Make the space for meditation.
If you (like so many of us) have a hard time disconnecting during meditation, take your practice to a meditation pod. The futuristic, colored domes are designed to cocoon you from the outside world as you listen to ambient sounds, music and guided visualizations. If you’re not ready to invest more than $15,000 for one of your own, you can check Somadome’s website for locations where you can book a 20-minute session tailored toward your goal, such as Succeed, Manifest, or Recharge.
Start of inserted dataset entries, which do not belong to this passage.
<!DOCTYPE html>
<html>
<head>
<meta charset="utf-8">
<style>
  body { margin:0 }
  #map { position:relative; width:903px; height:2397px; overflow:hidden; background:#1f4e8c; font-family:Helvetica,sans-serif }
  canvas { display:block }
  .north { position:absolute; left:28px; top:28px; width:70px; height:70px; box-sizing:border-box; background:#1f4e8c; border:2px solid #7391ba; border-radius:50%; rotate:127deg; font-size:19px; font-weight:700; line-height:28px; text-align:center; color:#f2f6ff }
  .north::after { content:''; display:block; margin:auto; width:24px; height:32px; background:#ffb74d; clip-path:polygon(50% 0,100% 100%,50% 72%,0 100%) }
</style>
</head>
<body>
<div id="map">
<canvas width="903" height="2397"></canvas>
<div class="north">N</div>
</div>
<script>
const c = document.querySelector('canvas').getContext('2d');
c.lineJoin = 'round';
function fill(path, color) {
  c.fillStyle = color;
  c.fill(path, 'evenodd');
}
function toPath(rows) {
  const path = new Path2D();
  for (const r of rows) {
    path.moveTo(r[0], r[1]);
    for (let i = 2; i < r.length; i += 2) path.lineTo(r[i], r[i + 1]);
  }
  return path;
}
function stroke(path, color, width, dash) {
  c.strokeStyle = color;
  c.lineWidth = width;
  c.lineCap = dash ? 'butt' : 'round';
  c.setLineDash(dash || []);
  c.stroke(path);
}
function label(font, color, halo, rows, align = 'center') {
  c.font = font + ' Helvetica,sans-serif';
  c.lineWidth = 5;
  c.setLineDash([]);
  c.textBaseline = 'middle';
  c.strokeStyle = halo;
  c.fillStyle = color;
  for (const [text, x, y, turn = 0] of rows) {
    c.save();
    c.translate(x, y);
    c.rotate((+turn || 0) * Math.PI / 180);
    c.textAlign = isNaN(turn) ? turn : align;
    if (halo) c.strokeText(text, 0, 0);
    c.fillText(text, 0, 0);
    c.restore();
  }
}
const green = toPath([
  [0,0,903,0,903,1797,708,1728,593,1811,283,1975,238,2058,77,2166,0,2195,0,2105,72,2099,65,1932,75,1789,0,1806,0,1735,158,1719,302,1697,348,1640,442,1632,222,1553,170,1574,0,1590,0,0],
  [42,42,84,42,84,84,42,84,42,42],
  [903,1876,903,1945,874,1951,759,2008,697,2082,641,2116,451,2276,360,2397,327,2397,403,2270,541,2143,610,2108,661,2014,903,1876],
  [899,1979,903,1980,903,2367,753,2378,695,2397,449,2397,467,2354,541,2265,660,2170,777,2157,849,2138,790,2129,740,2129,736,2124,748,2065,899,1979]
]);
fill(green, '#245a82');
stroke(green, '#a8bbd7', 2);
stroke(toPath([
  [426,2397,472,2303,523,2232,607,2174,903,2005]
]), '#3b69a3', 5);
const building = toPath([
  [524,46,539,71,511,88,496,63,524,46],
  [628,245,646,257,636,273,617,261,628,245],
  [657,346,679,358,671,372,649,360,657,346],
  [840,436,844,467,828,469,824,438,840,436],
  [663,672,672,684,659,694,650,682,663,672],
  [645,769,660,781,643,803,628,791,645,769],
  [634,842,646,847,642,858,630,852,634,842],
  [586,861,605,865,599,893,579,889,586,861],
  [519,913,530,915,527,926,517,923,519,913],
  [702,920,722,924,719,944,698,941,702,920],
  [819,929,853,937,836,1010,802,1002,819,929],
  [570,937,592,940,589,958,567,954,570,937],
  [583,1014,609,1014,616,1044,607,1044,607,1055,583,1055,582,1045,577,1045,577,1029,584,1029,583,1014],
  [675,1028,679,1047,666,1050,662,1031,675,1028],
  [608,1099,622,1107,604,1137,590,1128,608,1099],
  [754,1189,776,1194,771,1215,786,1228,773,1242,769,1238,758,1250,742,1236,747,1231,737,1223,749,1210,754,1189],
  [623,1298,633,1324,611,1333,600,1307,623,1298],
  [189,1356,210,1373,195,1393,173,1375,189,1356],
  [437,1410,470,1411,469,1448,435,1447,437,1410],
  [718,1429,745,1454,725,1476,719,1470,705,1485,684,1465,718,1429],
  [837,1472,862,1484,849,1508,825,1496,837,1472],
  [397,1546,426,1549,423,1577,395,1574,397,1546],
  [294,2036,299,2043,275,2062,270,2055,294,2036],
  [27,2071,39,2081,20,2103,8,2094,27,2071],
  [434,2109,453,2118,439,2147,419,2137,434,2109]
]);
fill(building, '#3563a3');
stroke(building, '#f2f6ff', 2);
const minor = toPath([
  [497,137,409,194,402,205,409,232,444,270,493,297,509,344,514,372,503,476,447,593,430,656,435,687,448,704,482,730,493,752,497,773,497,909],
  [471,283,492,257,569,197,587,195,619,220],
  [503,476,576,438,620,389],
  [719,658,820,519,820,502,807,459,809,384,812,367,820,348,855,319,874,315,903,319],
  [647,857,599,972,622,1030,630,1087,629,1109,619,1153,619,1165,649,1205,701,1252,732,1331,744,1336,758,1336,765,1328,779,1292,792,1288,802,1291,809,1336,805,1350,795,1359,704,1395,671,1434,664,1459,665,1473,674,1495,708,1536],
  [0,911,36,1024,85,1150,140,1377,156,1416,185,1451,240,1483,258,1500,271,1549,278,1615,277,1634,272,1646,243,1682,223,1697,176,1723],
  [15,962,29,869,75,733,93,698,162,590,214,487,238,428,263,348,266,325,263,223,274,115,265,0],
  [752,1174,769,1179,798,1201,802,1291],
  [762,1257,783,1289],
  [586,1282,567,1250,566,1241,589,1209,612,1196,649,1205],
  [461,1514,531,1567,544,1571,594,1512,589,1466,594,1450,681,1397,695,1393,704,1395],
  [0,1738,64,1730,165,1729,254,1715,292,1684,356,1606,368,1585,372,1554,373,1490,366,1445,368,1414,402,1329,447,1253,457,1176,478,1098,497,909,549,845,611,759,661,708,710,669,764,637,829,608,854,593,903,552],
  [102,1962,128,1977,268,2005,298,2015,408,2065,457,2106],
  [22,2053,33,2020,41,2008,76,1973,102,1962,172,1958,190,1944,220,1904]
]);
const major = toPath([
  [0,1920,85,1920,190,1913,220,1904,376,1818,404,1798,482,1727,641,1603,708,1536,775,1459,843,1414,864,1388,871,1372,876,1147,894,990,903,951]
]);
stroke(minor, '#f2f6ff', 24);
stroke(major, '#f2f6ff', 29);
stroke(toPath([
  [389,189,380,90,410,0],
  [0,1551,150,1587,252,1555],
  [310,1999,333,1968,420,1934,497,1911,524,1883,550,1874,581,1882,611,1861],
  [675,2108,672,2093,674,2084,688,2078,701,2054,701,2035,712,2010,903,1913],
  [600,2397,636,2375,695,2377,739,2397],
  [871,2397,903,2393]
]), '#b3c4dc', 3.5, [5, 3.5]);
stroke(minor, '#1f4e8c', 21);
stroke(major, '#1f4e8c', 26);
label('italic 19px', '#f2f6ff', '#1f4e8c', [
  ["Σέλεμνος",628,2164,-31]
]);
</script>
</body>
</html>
If you don’t live close to a pod but want a similar meditative escape, try out Provata VR, an app you can use on its own or plug into a virtual reality headset for an immersive experience. You can cue up targeted exercises—for calm or focus, for example—in whatever environment that makes you feel most at peace, such as alongside a waterfall, beneath the Northern Lights or even underwater in a coral reef. The app syncs with fitness trackers so you can visualize how meditation lowers your heart rate—and even correlates with a better night’s rest.
And consider creating a space in your home dedicated to meditation. A cozy, serene spot with a floor pillow, ambient lighting and perhaps an altar of meaningful items not only helps you settle into your practice more easily; having it visible in your home serves as a gentle call to breathe and be still.
Bring awareness to your everyday.
If you’re like so many busy adults, you may look up at some point and notice your body and mind’s stressed state: tense shoulders, shallow breathing, squinting eyes and a sore rear from sitting at a desk all day. With Spire, a beautiful wearable technology that measures your breathing by clipping to your belt or bra, you can track your stretches of calm or focus, just like a FitBit tracks the numbers of steps you take. You can see the progress you make toward hitting goals of stress-free streaks—and it’ll nudge you to practice your breathing exercises (or play a short guided relaxation session) when the device senses you need to chill out.
Even better, take a slightly longer break outside. If it’s nice out, you can find a quiet space in a nearby park and practice Shinrin Roku, Japanese “forest bathing.” Research shows1 that spending 20 minutes under the trees can lower blood pressure, reduce the presence of stress hormones and increase concentration—not to mention it simply feels good. If the weather is less cooperative, practice walking meditation. Notice the sound of raindrops on your umbrella, the sensation of wind blowing across your face, the crunch of gravel beneath your boots. Even a few minutes of conscious movement can shift awareness from the maze of your racing thoughts to the awe-inspiring power of your body. With a little intentional action, meditation and mindfulness can bring peak performance within reach.